Mercury might even experience Mercury-quakes. “I would bet some of those faults are still active,” said Messenger’s lead scientist, Sean Solomon of the Carnegie Institution for Science.
And despite being the closest planet to the sun, it apparently has buried water ice surviving beneath permanent shadows thrown by craters. “We’re almost certain of it,” Solomon said.
Just how Mercury was formed is another baffler. It is heavy with iron and sulfur — much more than Earth contains. But all of the rocky inner planets coalesced from the same disk of material. So why is Mercury so strange? “It’s like children in the same family,” Zuber said. “Same genes, same environment, yet they turn out so different.”
Some theorists say a giant space rock smashed into Mercury early on, ripping off a thick outer layer. But Messenger data throw that theory into chaos. Sulfur and other “volatiles” survive on the surface; a huge collision should have wiped them clear.
“It’s back to the drawing board” on theories of Mercury’s formation, said Solomon.
Also baffling: The planet’s internal structure. Its core is huge, making up almost 80 percent of the planet’s volume. (The Earth’s core makes up less than half of the planet.) And the core is strangely unlike Earth’s, with an extra solid layer floating on a deeper liquid layer. Zuber and colleagues imputed the core’s structure by calculating Mercury’s gravity field; it was so surprising that they did not believe their math, thinking their calculations had been muddied by the minute pressure of sunlight pushing on Messenger.

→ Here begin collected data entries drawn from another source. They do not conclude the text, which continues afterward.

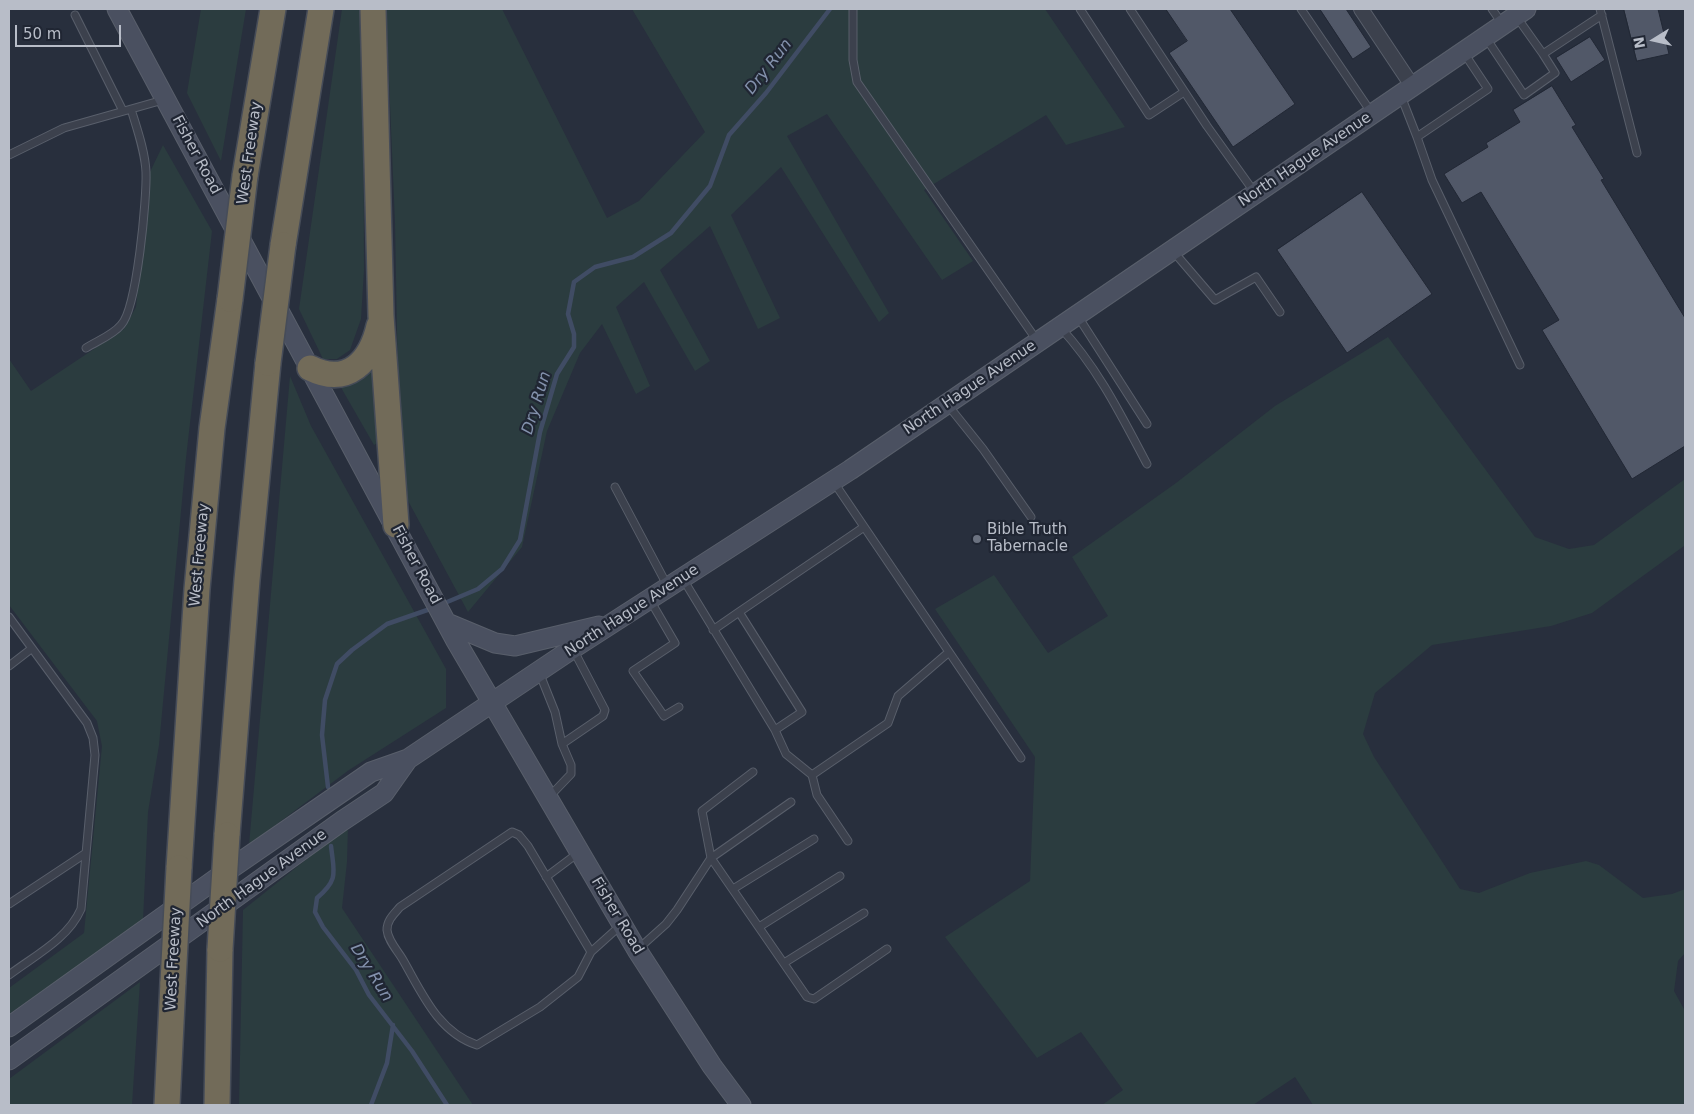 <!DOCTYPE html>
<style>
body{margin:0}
#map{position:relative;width:1694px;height:1114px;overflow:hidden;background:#282f3d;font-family:"DejaVu Sans",sans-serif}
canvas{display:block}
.frame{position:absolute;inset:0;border:10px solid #b8bdc8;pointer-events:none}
.north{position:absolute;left:1629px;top:15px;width:50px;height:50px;-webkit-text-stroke:4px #202633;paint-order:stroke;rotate:260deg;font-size:14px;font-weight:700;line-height:20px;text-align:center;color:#b8bdc8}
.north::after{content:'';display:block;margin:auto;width:18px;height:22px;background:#b8bdc8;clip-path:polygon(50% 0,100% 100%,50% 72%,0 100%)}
.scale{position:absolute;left:15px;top:25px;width:106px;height:22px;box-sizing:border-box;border:2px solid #b8bdc8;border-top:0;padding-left:6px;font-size:15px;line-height:18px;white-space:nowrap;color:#b8bdc8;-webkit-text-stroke:4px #202633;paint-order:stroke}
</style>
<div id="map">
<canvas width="1694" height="1114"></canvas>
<div class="frame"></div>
<div class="north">N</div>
<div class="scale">50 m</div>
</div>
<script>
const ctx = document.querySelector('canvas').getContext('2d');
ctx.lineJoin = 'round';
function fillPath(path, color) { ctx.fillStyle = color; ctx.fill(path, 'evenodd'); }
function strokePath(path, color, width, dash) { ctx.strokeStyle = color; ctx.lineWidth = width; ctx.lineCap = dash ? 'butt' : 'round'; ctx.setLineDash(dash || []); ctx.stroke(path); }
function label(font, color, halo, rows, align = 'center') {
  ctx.font = font + ' "DejaVu Sans",sans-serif'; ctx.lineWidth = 4.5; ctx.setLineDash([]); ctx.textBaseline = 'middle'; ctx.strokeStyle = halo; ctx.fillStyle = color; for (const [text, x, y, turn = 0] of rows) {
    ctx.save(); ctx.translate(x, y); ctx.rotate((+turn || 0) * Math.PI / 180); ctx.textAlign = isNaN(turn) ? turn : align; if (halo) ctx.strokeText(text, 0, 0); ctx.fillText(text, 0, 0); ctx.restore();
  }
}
const green = new Path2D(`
 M201,9H246L221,161L187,93Z
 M342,9H363L364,270L361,319L350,350L337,359H323L299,309Z
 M386,9H502L607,218L639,201L705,132L632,9H1045L1125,127L1066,145L1046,115L924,190L973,261L942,280L827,114L787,136L889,313L879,322L781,167L731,215L780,318L758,329L710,226L660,270L710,361L695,371L644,282L616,307L650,386L636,394L602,324L580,353L547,431L522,547L468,612L406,497L399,440L395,223Z
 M163,145L212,231L186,458L159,745L148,812L143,921L9,1014V988L84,933L102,746L97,721L9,605V359L31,391L124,329L136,307L149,174Z
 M1388,337L1535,537L1569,549L1594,545L1685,479L1684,546L1592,613L1551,626L1432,645L1375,693L1363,734L1374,757L1460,889L1479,893L1530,873L1586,861L1599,865L1643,898L1672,894L1685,889V953L1678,961L1674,991L1685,1011V1105H1313L1295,1077L1253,1105H1102L1123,1090L1081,1032L1037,1058L945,937L1030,881L1035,757L935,609L994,575L1048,653L1108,616L1072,557L1176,483L1275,406Z
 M377,359L381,441L374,445L339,384Z
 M290,376L311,426L446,669V708L349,770L249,845Z
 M348,826L347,862L342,908L473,1105H239L243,910Z
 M140,982L132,1105H9V1079Z`);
const stream = new Path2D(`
 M440,605L478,589L502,569L520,540L540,432L557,374L574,347V334L568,314L574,282L595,267L633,257L671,233L710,186L729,135L766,93L830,9
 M328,787L322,735L325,700L337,664L352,650L387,624L433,608
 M331,846C334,873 339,879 317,898L315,912L323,927L356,970L369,995L412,1051L447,1105
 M371,1105L387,1063L393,1025`);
const building = new Path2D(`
 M1166,9H1230L1295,104L1233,147L1169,53L1187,41Z
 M1320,9H1346L1371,47L1353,59Z
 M1624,9H1658L1669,54L1637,61Z
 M1590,37L1605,60L1571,82L1556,58Z
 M1552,86L1576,125L1572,127L1604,179L1601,180L1685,318V446L1632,479L1542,330L1559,320L1481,192L1462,203L1444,174L1488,147L1486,143L1520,122L1513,110Z
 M1362,192L1432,294L1347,353L1277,250Z`);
const service = new Path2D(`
 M853,9V60L857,82L1038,342
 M1080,9L1149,115L1184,92
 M1130,9L1207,126L1255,193
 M1301,9L1371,112
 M1492,9L1503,25
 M1600,9L1637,153
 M75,15L123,111
 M1516,16L1543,54
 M1486,38L1524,95L1555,73L1543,54L1602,15
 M1464,53L1488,89L1417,137L1432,180L1520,365
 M1401,96L1417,137
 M9,155L64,128L163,100
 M1173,251L1215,300L1256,277L1280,312
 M1077,315L1147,424
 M1060,327C1098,368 1121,415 1147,464
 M86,348C97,341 113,335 121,325C137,309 147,197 146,172C145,151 137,129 131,109
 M947,404L983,449L1031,517
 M833,481L1021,758
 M615,487L667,585
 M683,579L775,730L786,754L812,775L888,723L898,696L949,652
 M650,600L675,643L633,671L664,716L679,707
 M9,617L87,723L93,738L95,755L81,909C68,939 34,956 9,975
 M713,630L739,612
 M9,666L31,649
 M539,672L555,712L562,744L571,765V774L550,796
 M775,730L802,712L739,612L864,527
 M562,744L603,716L605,710L573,649
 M753,772L702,811L711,858L807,997L814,999L887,949
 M812,775L817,795L848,841
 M546,877L578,853
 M733,889L814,839
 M9,904L86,853
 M759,927L840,876
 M637,950L666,924L677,910L711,858L791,802
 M591,952L528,846L519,835L512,832L400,907C394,914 387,920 387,930C388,941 398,951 403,960C422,993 438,1032 477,1045L540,1007L578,977L591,952L621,925
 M784,963L864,913`);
const minor = new Path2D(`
 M1361,9L1413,87`);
const secondary = new Path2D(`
 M117,9L456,641L637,950L712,1066L741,1105
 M447,623L495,643L515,646L599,626
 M9,1027L220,876L371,772L408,759L572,649L850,470L1526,9
 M9,1060L342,821L384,793L408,759`);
const motorway = new Path2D(`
 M373,9L381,316L396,525
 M245,176L273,9
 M283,245L321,9
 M310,368C348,387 371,361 379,326
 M227,835L247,580L268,363
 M179,868L197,589L212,428L230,299
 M167,1105L173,982
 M217,1105L220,949`);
const motorwayBridge = new Path2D(`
 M230,299L245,176
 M268,363L283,245
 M220,949L227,835
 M173,982L179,868`);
const markers = [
 [977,539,5,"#6b7280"]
];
const streetNames = [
 ["West Freeway",250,153,-82],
 ["Fisher Road",196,155,62],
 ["North Hague Avenue",1305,160,-34],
 ["North Hague Avenue",970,388,-34],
 ["West Freeway",200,555,-85],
 ["Fisher Road",416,565,62],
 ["North Hague Avenue",632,611,-33],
 ["North Hague Avenue",262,879,-36],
 ["Fisher Road",617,916,59],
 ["West Freeway",174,959,-87]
];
const poiNames = [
 ["Bible Truth",987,530],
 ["Tabernacle",987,547]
];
const waterNames = [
 ["Dry Run",769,67,-52],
 ["Dry Run",537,403,-73],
 ["Dry Run",371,973,58]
];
fillPath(green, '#2b3c3f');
strokePath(stream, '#404c64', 4.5);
fillPath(building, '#515868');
strokePath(building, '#222835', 1);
strokePath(service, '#595f6b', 9);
strokePath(minor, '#595f6b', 16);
strokePath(secondary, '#595f6b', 21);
strokePath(motorway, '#464c58', 28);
strokePath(service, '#3c414d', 7);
strokePath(minor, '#3c414d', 14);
strokePath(secondary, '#4a5060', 19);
strokePath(motorway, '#726b59', 25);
strokePath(motorwayBridge, '#464c58', 28, []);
strokePath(motorwayBridge, '#726b59', 25);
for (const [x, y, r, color] of markers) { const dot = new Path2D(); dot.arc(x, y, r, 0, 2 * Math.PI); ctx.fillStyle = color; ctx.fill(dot); strokePath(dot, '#202633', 2); }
label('15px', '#b8bdc8', '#202633', streetNames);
label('15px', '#b8bdc8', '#202633', poiNames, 'left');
label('italic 16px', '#8391ac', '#202633', waterNames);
</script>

“It slowed us down, but it’s a fantastic find,” said Zuber.
Before Messenger, some of Mercury’s weirdness was already known: A day creeps by in six months, but a year zooms by in less than three months. A tin can would melt at noon, but deathly cold descends at night, the wispy atmosphere too thin to trap heat.
Mercury remained unexplored for so long due to its promixity to the sun, which makes it hard to inspect and harder to reach. Its mere existence baffled the ancient Greeks, who thought it was two planets. Seen just before sunrise, it was Apollo; just after sunset, it was called Hermes (the winged messenger of the gods, whom the Romans called Mercury).

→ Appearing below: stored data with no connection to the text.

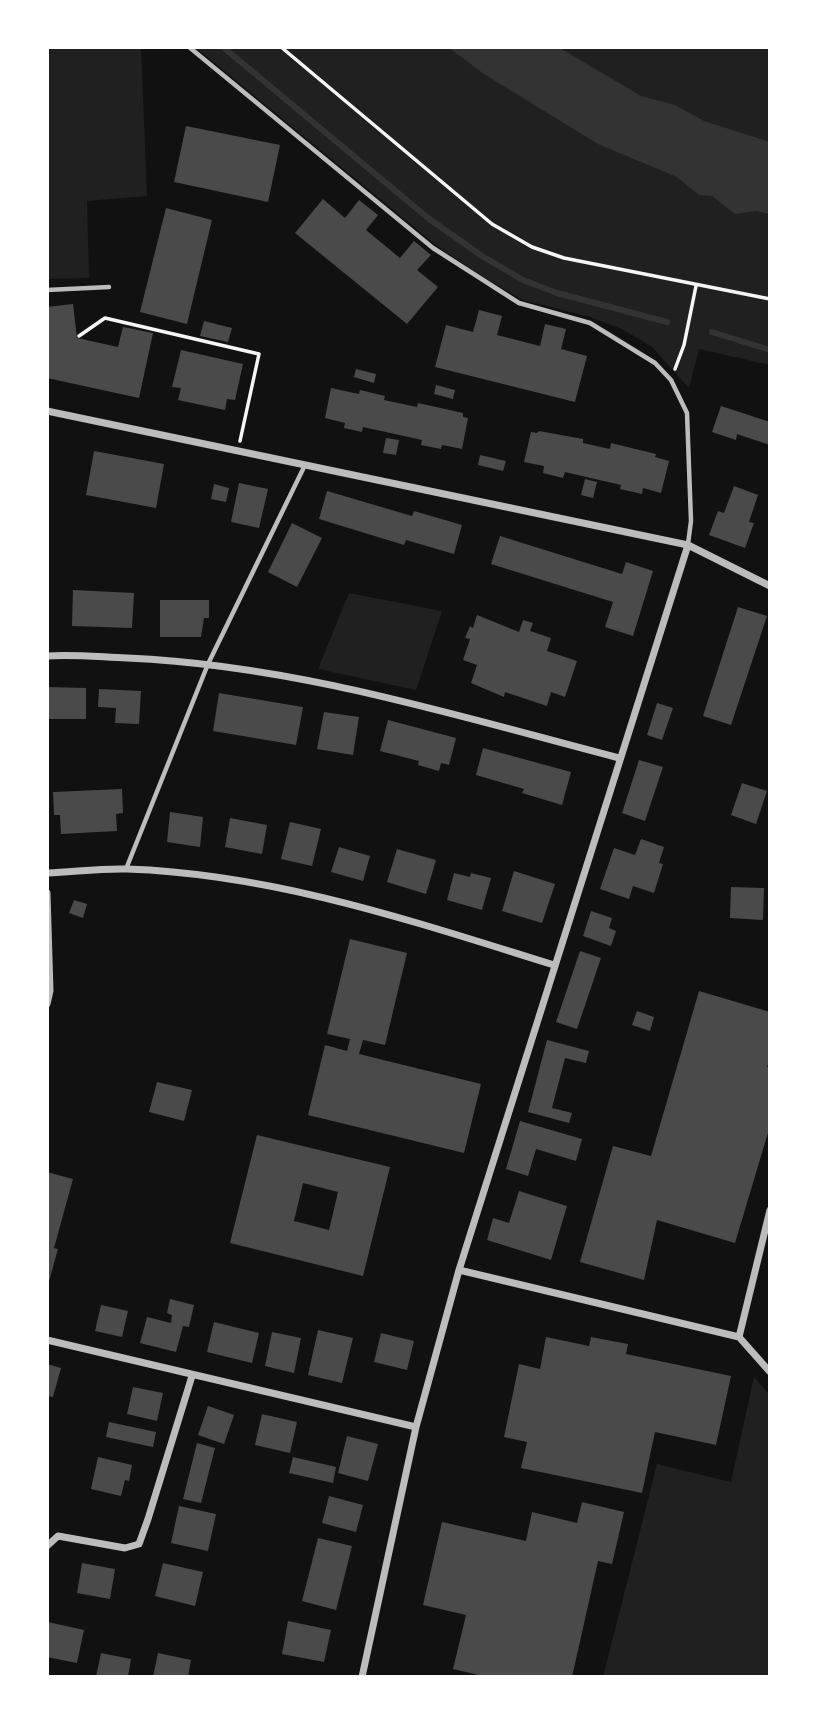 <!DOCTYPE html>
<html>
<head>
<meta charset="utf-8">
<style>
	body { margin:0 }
	#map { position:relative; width:817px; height:1724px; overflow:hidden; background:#111; font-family:"Archivo Narrow",sans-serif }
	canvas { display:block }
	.frame { position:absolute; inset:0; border:49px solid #fff; pointer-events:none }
</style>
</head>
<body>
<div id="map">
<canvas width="817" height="1724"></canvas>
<div class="frame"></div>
</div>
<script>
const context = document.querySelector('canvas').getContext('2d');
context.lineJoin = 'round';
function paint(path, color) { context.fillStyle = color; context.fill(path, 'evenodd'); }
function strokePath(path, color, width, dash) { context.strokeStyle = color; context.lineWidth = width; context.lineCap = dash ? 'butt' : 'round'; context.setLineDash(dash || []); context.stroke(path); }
paint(new Path2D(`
	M47,47H141L147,196L87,201L89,278L47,279Z
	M195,47H770V365L699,349L689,388L651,346L622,329L590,317L523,300L485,278L436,245Z
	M349,593L442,611L416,690L318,669Z
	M754,1377L770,1395V1677H603L657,1464L731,1482Z`), '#202020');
paint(new Path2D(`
	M448,47H558L641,96L675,105L704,121L770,142V214L756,211L735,214L712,196L699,195L677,177L598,144L484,74Z`), '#333');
strokePath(new Path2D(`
	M223,47L428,218L482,256L523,280L557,293L667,322
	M712,332L770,350`), '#333', 6);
paint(new Path2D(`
	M186,126L280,145L268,202L174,182Z
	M323,199L345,218L359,200L378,215L366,230L400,258L414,241L431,255L417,270L438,287L407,324L295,233Z
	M166,208L212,220L187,324L140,312Z
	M73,304L77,338L118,347L123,327L153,333L139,398L47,378V307Z
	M479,310L502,316L497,335L540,346L545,324L566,329L561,349L587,356L575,402L435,367L446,325L473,332Z
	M204,321L232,328L228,342L200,336Z
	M181,350L243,364L235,400L227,399L225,410L178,400L181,388L172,387Z
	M356,369L376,374L374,383L354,377Z
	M436,385L455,390L453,399L434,394Z
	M331,388L359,394L360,390L385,396L384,400L417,407L418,403L463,413V417L468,418L462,449L442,445L441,449L421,445L422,440L363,427L362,432L344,428L345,423L325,418Z
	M721,406L770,422V445L737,434L736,440L712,432Z
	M539,431L583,439V443L610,449L611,443L656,454L655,457L669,461L661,493L643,488L642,494L620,489L621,485L565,472L563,478L543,473L544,466L524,462L531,432L537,433Z
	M386,438L399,440L396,455L383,453Z
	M94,451L164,464L156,508L86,495Z
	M480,455L506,461L503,471L478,465Z
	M585,479L597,482L593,498L581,495Z
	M239,483L268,489L259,528L231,522Z
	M214,484L229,488L226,502L211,499Z
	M734,486L758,495L749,522L754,523L745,548L709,535L718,511L724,513Z
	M327,491L412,516L414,511L462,525L454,554L406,540L404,545L319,519Z
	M292,523L322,538L297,587L268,572Z
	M500,536L622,574L626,562L653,571L633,636L605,627L613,602L491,564Z
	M73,590L134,593L132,628L72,626Z
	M160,600H209V618H204L201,637H160Z
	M738,607L767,616L731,725L703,716Z
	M477,615L519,632L523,620L533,623L530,631L551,638L547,651L577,661L565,697L551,692L547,706L505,692L504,697L471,683L477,665L463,660L470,639L465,638L470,626L473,628Z
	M47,687L86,688V719H47Z
	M99,689L141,691L139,724L115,723L116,708L98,707Z
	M219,693L303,707L296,745L213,731Z
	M657,703L673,708L662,740L647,735Z
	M324,712L359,717L353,755L317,749Z
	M388,720L456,738L449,765L441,763L439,771L418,765L419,761L380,751Z
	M483,748L571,772L562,805L522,793L524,789L476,775Z
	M639,760L663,767L645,821L622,813Z
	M742,783L767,791L756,824L731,815Z
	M122,789L123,813L116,814L117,831L61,834L60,815H54L53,792Z
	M170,812L203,817L200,847L167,842Z
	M230,818L267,825L262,854L225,847Z
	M290,822L321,829L312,866L281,859Z
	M641,839L664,847L659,863L663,864L654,893L633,886L629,899L600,889L614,848L635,855Z
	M339,847L370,856L363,881L331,872Z
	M397,849L436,860L426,894L387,882Z
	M514,871L555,884L542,923L502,911Z
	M454,873L470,877L471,873L491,878L482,910L447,900Z
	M731,887L764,888L763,920L730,918Z
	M74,900L87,904L83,918L69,913Z
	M591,911L612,918L609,928L616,931L611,946L583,936Z
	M350,939L407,953L385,1045L363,1040L359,1054L481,1084L464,1153L308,1115L325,1045L347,1051L350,1039L327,1034Z
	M580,951L601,958L577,1029L556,1022Z
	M699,991L770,1012V1059L767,1067H770V1126L735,1243L657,1220L644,1280L580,1262L613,1146L651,1156Z
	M637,1011L654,1017L650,1031L632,1025Z
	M547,1040L589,1051L586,1063L565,1058L552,1108L572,1113L569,1123L528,1112Z
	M157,1082L192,1090L184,1121L149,1112Z
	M520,1121L582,1139L576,1161L536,1149L528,1176L506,1169Z
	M257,1135L390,1167L363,1276L230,1243ZM303,1183L338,1192L329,1230L294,1221Z
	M47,1172L73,1179L54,1248L58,1249L48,1285Z
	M519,1191L567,1206L551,1260L487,1240L493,1218L509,1223Z
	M170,1299L194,1305L189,1327L183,1326L176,1352L140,1343L147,1317L171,1323L172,1315L167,1313Z
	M101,1305L128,1311L122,1337L95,1331Z
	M214,1322L259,1333L252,1363L207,1352Z
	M318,1330L353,1338L342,1383L308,1375Z
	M272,1332L301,1338L294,1373L265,1366Z
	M381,1333L414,1341L407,1370L374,1362Z
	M546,1337L589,1346L591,1337L628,1344L626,1354L731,1376L716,1445L655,1432L642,1493L521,1468L527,1442L504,1437L519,1364L540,1369Z
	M47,1364L61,1368L53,1397L47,1396Z
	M133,1387L163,1393L157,1421L127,1414Z
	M208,1406L234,1415L224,1444L198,1435Z
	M262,1414L297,1422L290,1453L255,1445Z
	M109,1422L156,1432L153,1447L106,1437Z
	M347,1436L378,1444L368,1481L338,1473Z
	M197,1443L215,1448L201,1503L183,1499Z
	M98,1457L132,1465L129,1481L125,1480L121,1496L91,1489Z
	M293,1457L336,1467L333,1483L289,1473Z
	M329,1496L363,1505L356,1532L322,1523Z
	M582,1502L624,1512L612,1564L598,1561L572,1677H487L453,1669L466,1615L423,1605L442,1522L526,1541L532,1512L577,1523Z
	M179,1506L216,1514L208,1551L171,1543Z
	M318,1538L352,1546L336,1610L302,1601Z
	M82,1563L115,1569L110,1599L77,1593Z
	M163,1563L203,1572L195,1606L155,1596Z
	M288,1621L331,1630L324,1662L282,1654Z
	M48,1622L84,1630L77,1663L47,1657Z
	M101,1653L131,1659L128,1677H96Z
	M158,1653L191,1660L188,1677H153Z`), '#4a4a4a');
strokePath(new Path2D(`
	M281,47L492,224L532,247L564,258L770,299
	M79,336L105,318L259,354L240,441
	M675,369L684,345L696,286`), '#f5f5f5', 3.5);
strokePath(new Path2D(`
	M189,47L433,248L519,303L590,323L655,363L671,380L687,413L691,521L688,544
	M47,290L109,287
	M126,869L208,664L305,465`), '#bcbcbc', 4.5);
strokePath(new Path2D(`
	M47,411L688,545L770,586
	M47,656C73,654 100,657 127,658C295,665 457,716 619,758
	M47,873C74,872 101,868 127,869C275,874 415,922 554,965
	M47,893L50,991L47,1004
	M459,1270L739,1337L770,1372
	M739,1337L770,1210
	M47,1340L416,1427
	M47,1546L58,1536L125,1548L139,1544L148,1519L192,1376
	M362,1677L416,1427L459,1270L688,545`), '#bcbcbc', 7);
</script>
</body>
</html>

The Hubble Space Telescope has never inspected Mercury, as it might be blinded in the attempt. Sending spacecraft to Mercury also tempts fate, as the sun’s enormous gravity threatens to suck interlopers toward a fiery death.
So when NASA’s Mariner 10 craft flew by in 1974 and 1975, it couldn’t linger.
In the intervening decades, two advances made the Messenger mission possible. First, space scientist Chen-wan Yen figured out that a long, spiraling trip from Earth could slow a probe enough to park it in Mercury’s orbit. That’s why Messenger’s voyage took almost seven years and covered twice the distance to Pluto (formerly the smallest planet but no longer considered a planet). Messenger flew by Earth once, Venus twice and Mercury three times, shedding speed at each encounter.
The second advance was a sun shield made from high-tech ceramic fabric; the six-foot by eight-foot rectangle protects the sensitive scientific instruments.
But to project scientist Ralph McNutt of the Applied Physics Laboratory, the decades of waiting were well worth it. NASA recently extended Messenger’s mission, which was supposed to last just a year, so more data will be pouring in.
“Mercury was seen as sort of a backwater,” McNutt said. “It looked like the moon; it looked like this dead planet. Why would we want to go there? It turns out we didn’t even know the right questions to ask.”